====== Provided entries ======

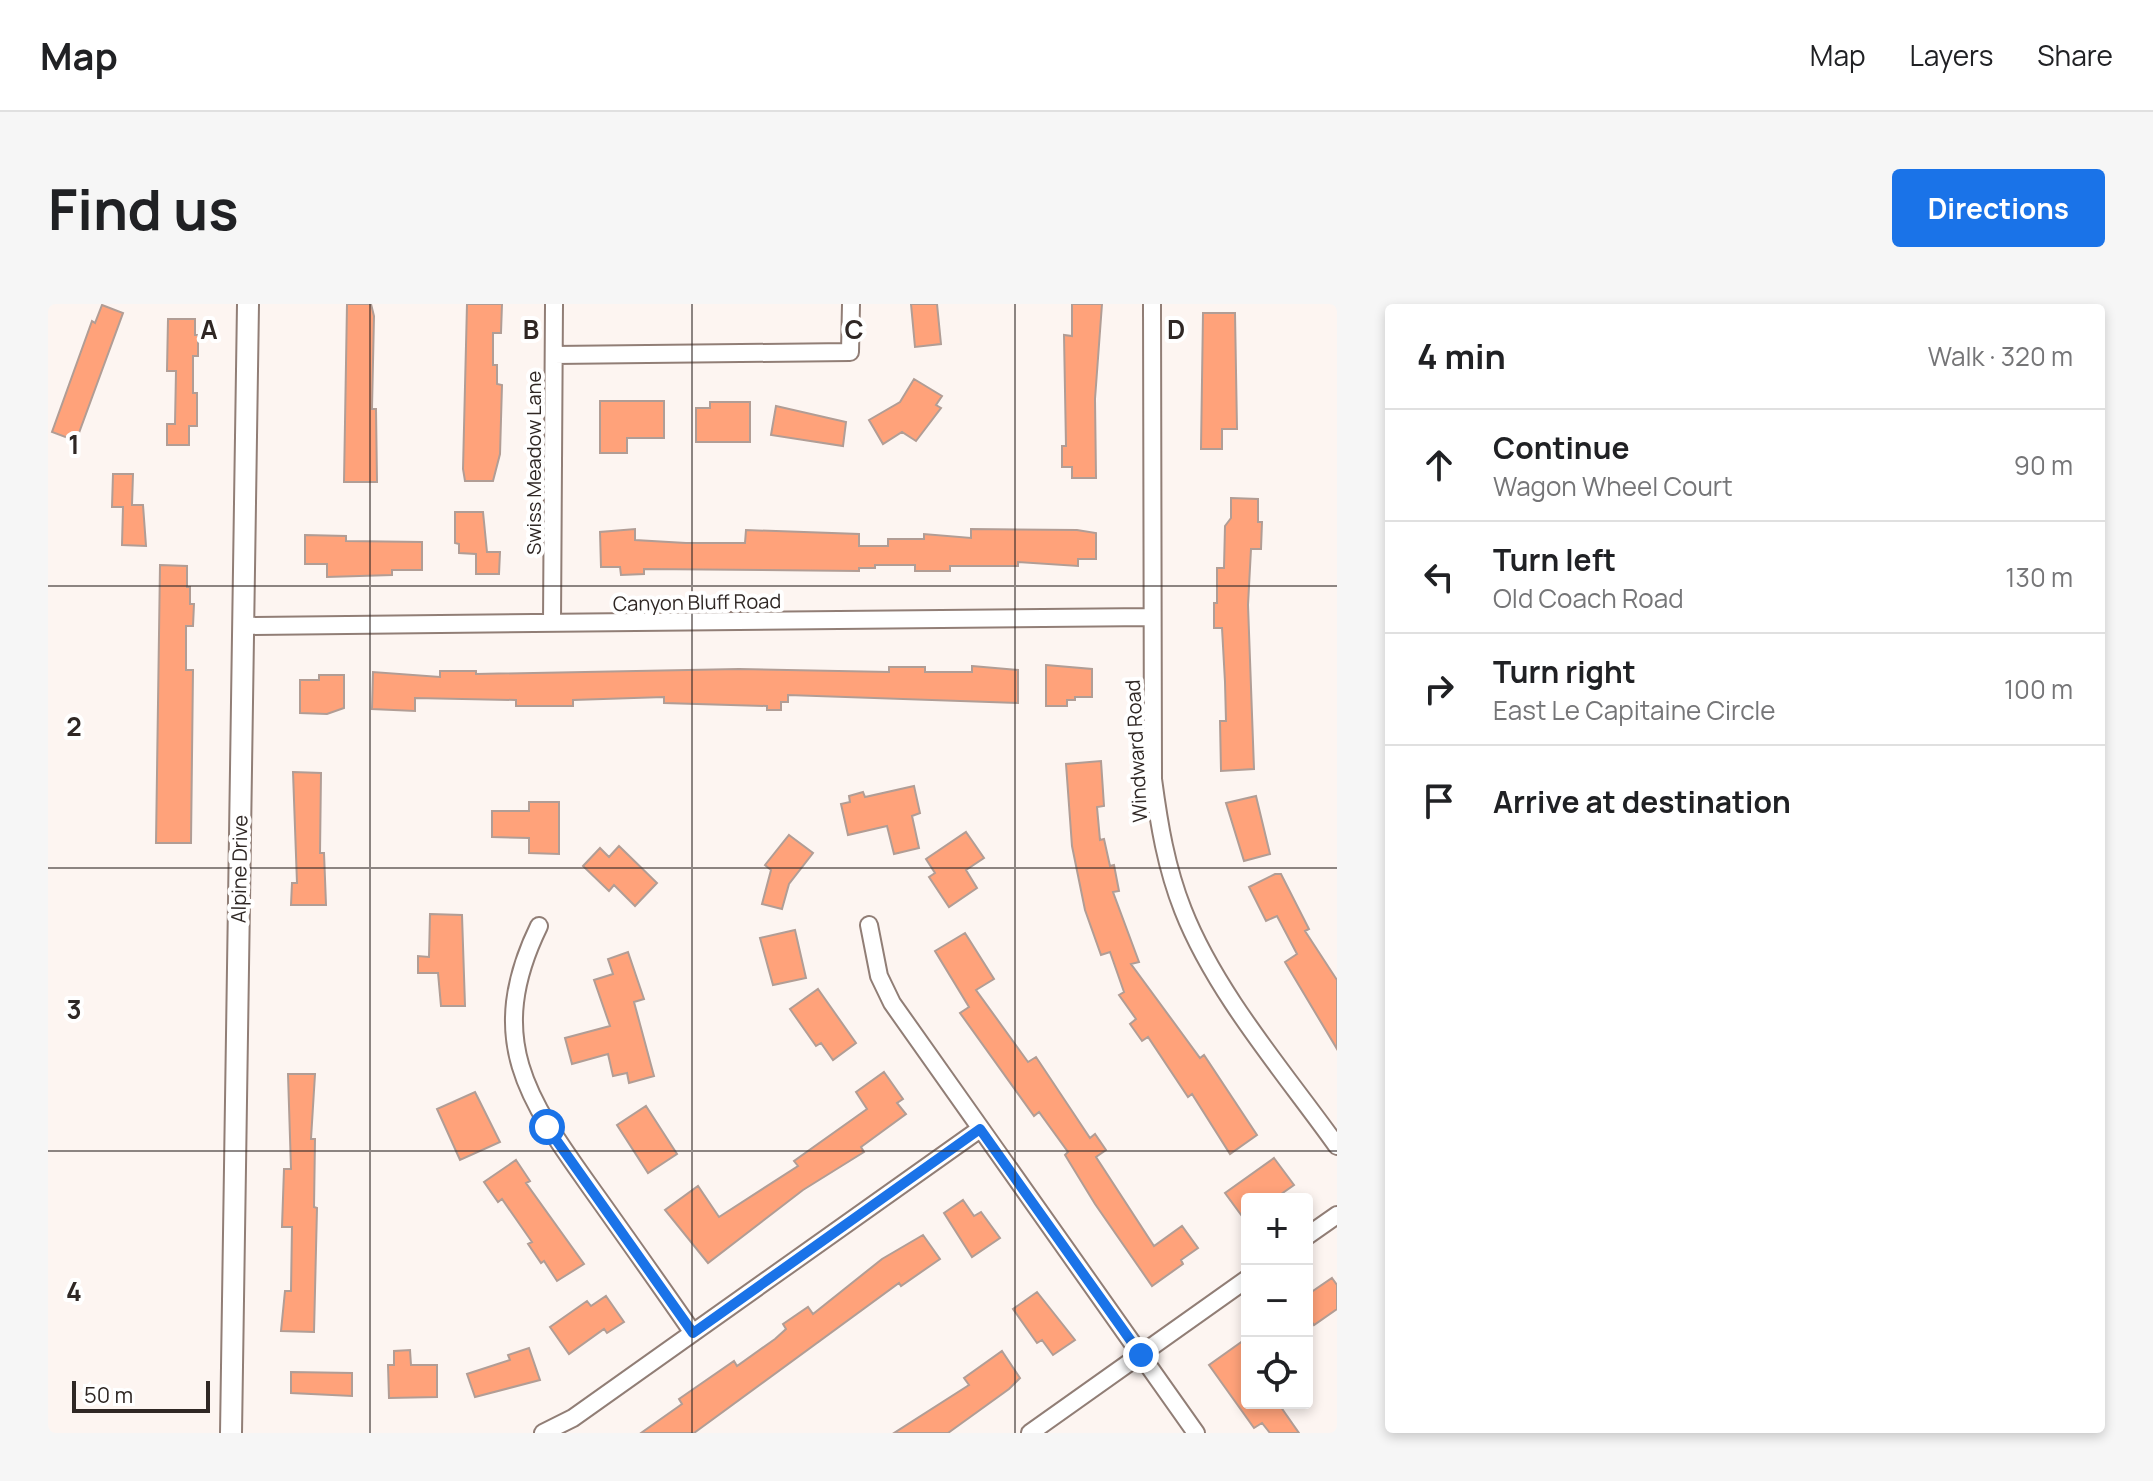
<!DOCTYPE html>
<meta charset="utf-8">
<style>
:root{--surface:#fff;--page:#f6f6f6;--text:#202124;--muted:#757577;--line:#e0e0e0;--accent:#1a73e8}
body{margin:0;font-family:Manrope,sans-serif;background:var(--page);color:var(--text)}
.controls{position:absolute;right:24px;bottom:24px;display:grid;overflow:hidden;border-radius:8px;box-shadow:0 4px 12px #0003}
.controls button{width:72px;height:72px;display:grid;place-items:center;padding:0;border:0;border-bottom:2px solid var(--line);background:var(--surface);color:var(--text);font:40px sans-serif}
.scale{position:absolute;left:24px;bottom:20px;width:138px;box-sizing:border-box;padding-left:8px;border:4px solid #2f2724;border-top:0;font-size:22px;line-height:28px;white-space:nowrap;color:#2f2724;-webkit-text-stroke:6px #fff;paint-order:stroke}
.stop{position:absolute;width:24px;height:24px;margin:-18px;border:6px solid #1a73e8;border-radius:50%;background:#fff}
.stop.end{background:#1a73e8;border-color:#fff;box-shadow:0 2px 8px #0008}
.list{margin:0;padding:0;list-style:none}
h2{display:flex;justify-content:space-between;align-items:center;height:104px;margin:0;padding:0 32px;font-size:34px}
h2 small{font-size:26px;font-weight:400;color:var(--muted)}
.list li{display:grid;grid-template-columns:52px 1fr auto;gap:24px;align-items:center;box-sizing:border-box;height:112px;padding:0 32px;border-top:2px solid var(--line)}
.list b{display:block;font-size:30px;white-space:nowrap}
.list p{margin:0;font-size:26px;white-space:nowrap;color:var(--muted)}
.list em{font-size:26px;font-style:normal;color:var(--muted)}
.icon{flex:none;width:44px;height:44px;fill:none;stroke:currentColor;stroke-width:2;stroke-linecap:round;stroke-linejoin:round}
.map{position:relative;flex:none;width:1289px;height:1129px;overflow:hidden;border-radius:8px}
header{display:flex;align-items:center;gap:48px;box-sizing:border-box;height:112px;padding:0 40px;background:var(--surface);border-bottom:2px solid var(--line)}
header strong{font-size:38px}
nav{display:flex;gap:44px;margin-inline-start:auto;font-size:28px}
.intro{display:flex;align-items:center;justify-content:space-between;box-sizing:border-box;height:192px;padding:0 48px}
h1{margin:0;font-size:56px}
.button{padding:20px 36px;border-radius:8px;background:var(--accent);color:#fff;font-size:28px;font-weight:700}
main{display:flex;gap:48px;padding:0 48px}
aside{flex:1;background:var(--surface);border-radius:8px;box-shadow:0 4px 12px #0003}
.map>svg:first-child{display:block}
</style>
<header>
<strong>Map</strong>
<nav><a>Map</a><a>Layers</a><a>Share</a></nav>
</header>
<div class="intro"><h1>Find us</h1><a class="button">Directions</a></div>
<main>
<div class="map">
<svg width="1289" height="1129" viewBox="0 0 1289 1129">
<rect width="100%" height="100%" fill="#fdf5f1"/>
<path fill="#ffa27a" stroke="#b19d95" stroke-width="2" d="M 299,0 L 323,0 L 326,12 L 324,105 L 328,105 L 329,178 L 296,178 Z
M 419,0 L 454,0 L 453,29 L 445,29 L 445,61 L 449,61 L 449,80 L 454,81 L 452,150 L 445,177 L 417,177 L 415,165 Z
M 863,0 L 889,0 L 893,40 L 867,43 Z
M 1024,0 L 1054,0 L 1047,95 L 1048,174 L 1024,174 L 1024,163 L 1014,163 L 1014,142 L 1018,142 L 1016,31 L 1024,32 Z
M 54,1 L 75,9 L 28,137 L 4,128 L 44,17 L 47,19 Z
M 1155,9 L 1187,9 L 1189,125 L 1174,125 L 1174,145 L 1153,145 Z
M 120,15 L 147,15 L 147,31 L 150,31 L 150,52 L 145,52 L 145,89 L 149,89 L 149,122 L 141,122 L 141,141 L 119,141 L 119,120 L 127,120 L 128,67 L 119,67 Z
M 866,75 L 894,92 L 888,101 L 893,104 L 868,137 L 854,128 L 835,140 L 821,116 L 852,98 Z
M 552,97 L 616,97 L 616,134 L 579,134 L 579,149 L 552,149 Z
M 662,98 L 702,98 L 702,138 L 648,138 L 648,104 L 662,104 Z
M 728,102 L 798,118 L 795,142 L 723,131 Z
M 65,170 L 85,170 L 84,201 L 95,201 L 98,242 L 74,241 L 75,203 L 64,203 Z
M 1183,194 L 1210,195 L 1210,218 L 1214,218 L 1213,245 L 1203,245 L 1200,301 L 1206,465 L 1173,467 L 1172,417 L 1178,417 L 1177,378 L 1174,324 L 1166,324 L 1166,299 L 1169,299 L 1169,264 L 1176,264 L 1177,222 L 1183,214 Z
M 407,208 L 435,208 L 439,248 L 452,248 L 451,270 L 428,270 L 428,250 L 411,249 L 411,240 L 407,239 Z
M 587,225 L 587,236 L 638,239 L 697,239 L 698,226 L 811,230 L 811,242 L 840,242 L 840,235 L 876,235 L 876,230 L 923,234 L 923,225 L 1029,226 L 1048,229 L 1048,255 L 1030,255 L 1030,262 L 970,258 L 970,262 L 902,262 L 902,267 L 867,267 L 867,261 L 827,261 L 827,264 L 811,264 L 811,267 L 596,265 L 596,270 L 573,271 L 572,263 L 553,263 L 552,228 Z
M 257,231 L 298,232 L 298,237 L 374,238 L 374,266 L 344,266 L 344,271 L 279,273 L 279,260 L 257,260 Z
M 112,261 L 139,262 L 139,283 L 142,283 L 142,300 L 146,300 L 145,322 L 138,322 L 138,366 L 145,366 L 143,539 L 108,539 Z
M 998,361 L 1044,365 L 1044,393 L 1027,393 L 1027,396 L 1019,396 L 1019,402 L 998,402 Z
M 924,362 L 970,366 L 970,399 L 740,391 L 740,398 L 733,398 L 733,406 L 719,406 L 719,402 L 616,399 L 616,393 L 525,396 L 525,402 L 468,402 L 468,396 L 367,394 L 367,407 L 324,405 L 325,368 L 392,373 L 392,367 L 428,367 L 428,370 L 691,365 L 841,368 L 841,363 L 877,363 L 877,368 L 924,368 Z
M 271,371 L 296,371 L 296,404 L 279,410 L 252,409 L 252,376 L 271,376 Z
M 1053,457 L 1056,502 L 1049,503 L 1052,536 L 1056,535 L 1062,562 L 1066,561 L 1071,587 L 1065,588 L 1091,658 L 1083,660 L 1152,754 L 1156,751 L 1209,831 L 1182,850 L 1144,790 L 1140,793 L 1100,733 L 1094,737 L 1082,720 L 1088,715 L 1071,691 L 1076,688 L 1062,648 L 1053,651 L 1037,606 L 1024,542 L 1018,460 Z
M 245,468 L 273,469 L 272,549 L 276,549 L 278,601 L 243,601 L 244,579 L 249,579 Z
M 866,482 L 872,509 L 864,512 L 871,544 L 846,550 L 839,522 L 800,531 L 793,500 L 802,498 L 801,492 L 815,488 L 817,493 Z
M 1208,492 L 1222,550 L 1196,557 L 1178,499 Z
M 481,498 L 511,498 L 511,550 L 481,549 L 481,534 L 444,533 L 444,507 L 481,507 Z
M 918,528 L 936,554 L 918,566 L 929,584 L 901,603 L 881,573 L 887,569 L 878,555 Z
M 741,531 L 765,549 L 741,580 L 734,605 L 714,600 L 723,566 L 717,561 Z
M 571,542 L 609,579 L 587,602 L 566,581 L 561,587 L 535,562 L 552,544 L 561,553 Z
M 1227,570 L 1233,570 L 1261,625 L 1257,627 L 1289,676 L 1289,745 L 1237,658 L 1249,650 L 1229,612 L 1218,617 L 1201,583 Z
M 382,610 L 414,611 L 417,702 L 393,702 L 390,669 L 370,669 L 370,652 L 381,653 Z
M 747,626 L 758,674 L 725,681 L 712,634 Z
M 917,629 L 946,675 L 928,686 L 980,758 L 988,753 L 1042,834 L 1047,830 L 1058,846 L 1048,853 L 1106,942 L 1134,922 L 1150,944 L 1133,956 L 1135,960 L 1104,982 L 1047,900 L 1017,851 L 1020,848 L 991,808 L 986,812 L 912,709 L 921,703 L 887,647 Z
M 580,648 L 596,695 L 586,698 L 606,772 L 581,779 L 579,769 L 565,772 L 560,750 L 524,760 L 517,734 L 562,722 L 546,676 L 565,670 L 560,655 Z
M 770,685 L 808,739 L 785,756 L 773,739 L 768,742 L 742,705 Z
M 836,768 L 855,795 L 849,799 L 858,810 L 813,843 L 816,848 L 755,886 L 660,959 L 617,906 L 650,882 L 671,913 L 750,862 L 746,857 L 819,805 L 808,788 Z
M 240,770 L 267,770 L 263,835 L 267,835 L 266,903 L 269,904 L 266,1028 L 233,1027 L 237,987 L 243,987 L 244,923 L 234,923 L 236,865 L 243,865 Z
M 427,788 L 452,838 L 412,856 L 389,805 Z
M 598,802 L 629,850 L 600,869 L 569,821 Z
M 1226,854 L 1246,881 L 1226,895 L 1199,895 L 1199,919 L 1177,889 Z
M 468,856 L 482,877 L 478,879 L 536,960 L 509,977 L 496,957 L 493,959 L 480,940 L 484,938 L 454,895 L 450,898 L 436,878 Z
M 915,896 L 926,912 L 933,908 L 952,934 L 924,953 L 896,909 Z
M 875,931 L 892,955 L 853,982 L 851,979 L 646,1129 L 593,1129 L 634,1100 L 631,1095 L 686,1057 L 689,1062 L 727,1035 L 738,1025 L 735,1020 L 760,1003 L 765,1010 L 834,955 Z
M 1284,974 L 1289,981 L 1289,1005 L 1266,1021 L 1259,1011 L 1259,991 Z
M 989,988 L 1027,1036 L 1005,1051 L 994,1036 L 989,1039 L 965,1005 Z
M 558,992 L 576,1018 L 559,1029 L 556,1025 L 521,1050 L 502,1023 L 539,997 L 543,1002 Z
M 1199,1034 L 1199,1099 L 1230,1099 L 1251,1129 L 1222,1129 L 1214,1119 L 1206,1124 L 1161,1061 Z
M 481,1044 L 492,1076 L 427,1093 L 419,1070 L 462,1056 L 460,1051 Z
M 362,1046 L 363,1061 L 389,1061 L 389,1093 L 341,1094 L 340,1061 L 346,1061 L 346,1047 Z
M 954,1047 L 972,1074 L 961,1085 L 900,1129 L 846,1129 L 921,1081 L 916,1074 Z
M 243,1068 L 304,1069 L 304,1092 L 243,1089 Z"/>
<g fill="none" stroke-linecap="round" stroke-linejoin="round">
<defs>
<path id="minor" d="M 1104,0 L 1105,475 C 1111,520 1118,563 1135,606 C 1168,690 1237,769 1289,842
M 506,51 L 802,48 L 803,0
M 504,319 L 506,0
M 195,322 L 1103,313
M 821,621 L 831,672 L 844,699 L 1148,1129
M 491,622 C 434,739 483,800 550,894 C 582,939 614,984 645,1029
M 1259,932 L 1289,911
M 495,1129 L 525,1114 L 932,825
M 982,1129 L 1199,975"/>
<path id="tertiary" d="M 183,1129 L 200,0"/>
</defs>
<use href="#minor" stroke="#917e76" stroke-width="20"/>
<use href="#tertiary" stroke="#917e76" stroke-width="24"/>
<use href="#minor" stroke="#fff" stroke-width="16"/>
<use href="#tertiary" stroke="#fff" stroke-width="20"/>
</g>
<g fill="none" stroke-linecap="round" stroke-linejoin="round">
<path stroke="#1a73e8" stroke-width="10" d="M 499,823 L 645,1029 L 932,825 L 1093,1051"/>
</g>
<path fill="none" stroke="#2f2724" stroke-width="2" stroke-opacity="0.55" d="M 322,0 L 322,1129M 644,0 L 644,1129M 967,0 L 967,1129M 0,282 L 1289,282M 0,564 L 1289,564M 0,847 L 1289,847"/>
<g text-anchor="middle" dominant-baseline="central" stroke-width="8" stroke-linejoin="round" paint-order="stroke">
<g font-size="20" fill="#2f2724" stroke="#fff">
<text transform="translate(485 159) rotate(-90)">Swiss Meadow Lane</text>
<text transform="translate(649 298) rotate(-1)">Canyon Bluff Road</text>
<text transform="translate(1088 447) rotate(-93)">Windward Road</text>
<text transform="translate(191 565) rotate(-89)">Alpine Drive</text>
</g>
</g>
<g font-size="26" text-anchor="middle" font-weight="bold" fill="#2f2724" stroke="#fff" stroke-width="8" stroke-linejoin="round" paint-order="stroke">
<text x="161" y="35">A</text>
<text x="483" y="35">B</text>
<text x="806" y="35">C</text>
<text x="1128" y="35">D</text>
<text x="26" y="150">1</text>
<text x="26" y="432">2</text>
<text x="26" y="715">3</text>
<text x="26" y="997">4</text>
</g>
</svg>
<div class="controls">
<button>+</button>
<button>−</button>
<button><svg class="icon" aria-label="locate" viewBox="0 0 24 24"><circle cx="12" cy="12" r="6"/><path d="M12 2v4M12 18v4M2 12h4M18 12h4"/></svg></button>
</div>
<div class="scale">50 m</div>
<div class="stop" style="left:499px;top:823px"></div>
<div class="stop end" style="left:1093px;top:1051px"></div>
</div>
<aside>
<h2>4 min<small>Walk · 320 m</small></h2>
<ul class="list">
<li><svg class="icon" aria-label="ahead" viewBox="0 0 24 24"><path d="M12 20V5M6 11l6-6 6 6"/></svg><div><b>Continue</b><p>Wagon Wheel Court</p></div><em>90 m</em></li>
<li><svg class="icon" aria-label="left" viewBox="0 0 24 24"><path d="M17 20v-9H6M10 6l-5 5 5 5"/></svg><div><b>Turn left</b><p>Old Coach Road</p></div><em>130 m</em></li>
<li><svg class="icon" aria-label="right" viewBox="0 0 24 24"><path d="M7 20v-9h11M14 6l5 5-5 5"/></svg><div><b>Turn right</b><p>East Le Capitaine Circle</p></div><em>100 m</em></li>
<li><svg class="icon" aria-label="arrive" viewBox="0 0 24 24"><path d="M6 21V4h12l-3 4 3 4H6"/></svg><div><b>Arrive at destination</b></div></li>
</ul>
</aside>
</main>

======

● **What the exercise asks**: Pull together all lines from the data that mention the word "overflow".

● **Solution to the problem**:
.controls{position:absolute;right:24px;bottom:24px;display:grid;overflow:hidden;border-radius:8px;box-shadow:0 4px 12px #0003}
.map{position:relative;flex:none;width:1289px;height:1129px;overflow:hidden;border-radius:8px}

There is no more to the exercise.